= WHAT IS NEEDED =
A faithful transcription of all lines below is the expected answer.

= Saved entries =
▬▬▬▬▬▬
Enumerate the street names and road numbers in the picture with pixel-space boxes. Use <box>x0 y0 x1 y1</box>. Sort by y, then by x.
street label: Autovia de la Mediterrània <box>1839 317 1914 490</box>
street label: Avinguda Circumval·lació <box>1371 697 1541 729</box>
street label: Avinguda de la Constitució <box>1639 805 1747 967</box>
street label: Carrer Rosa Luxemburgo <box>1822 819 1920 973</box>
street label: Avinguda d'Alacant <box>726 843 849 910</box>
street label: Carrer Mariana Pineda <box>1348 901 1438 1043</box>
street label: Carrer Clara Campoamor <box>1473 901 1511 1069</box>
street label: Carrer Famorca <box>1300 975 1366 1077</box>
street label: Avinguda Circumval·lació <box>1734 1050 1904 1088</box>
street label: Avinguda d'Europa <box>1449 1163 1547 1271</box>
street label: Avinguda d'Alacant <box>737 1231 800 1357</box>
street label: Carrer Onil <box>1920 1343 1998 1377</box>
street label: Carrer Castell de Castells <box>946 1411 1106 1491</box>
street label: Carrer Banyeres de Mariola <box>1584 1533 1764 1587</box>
▬▬▬▬▬▬
= EXERCISE SOLUTION =
Enumerate the street names and road numbers in the picture with pixel-space boxes. Use <box>x0 y0 x1 y1</box>. Sort by y, then by x.
street label: Autovia de la Mediterrània <box>1839 317 1914 490</box>
street label: Avinguda Circumval·lació <box>1371 697 1541 729</box>
street label: Avinguda de la Constitució <box>1639 805 1747 967</box>
street label: Carrer Rosa Luxemburgo <box>1822 819 1920 973</box>
street label: Avinguda d'Alacant <box>726 843 849 910</box>
street label: Carrer Mariana Pineda <box>1348 901 1438 1043</box>
street label: Carrer Clara Campoamor <box>1473 901 1511 1069</box>
street label: Carrer Famorca <box>1300 975 1366 1077</box>
street label: Avinguda Circumval·lació <box>1734 1050 1904 1088</box>
street label: Avinguda d'Europa <box>1449 1163 1547 1271</box>
street label: Avinguda d'Alacant <box>737 1231 800 1357</box>
street label: Carrer Onil <box>1920 1343 1998 1377</box>
street label: Carrer Castell de Castells <box>946 1411 1106 1491</box>
street label: Carrer Banyeres de Mariola <box>1584 1533 1764 1587</box>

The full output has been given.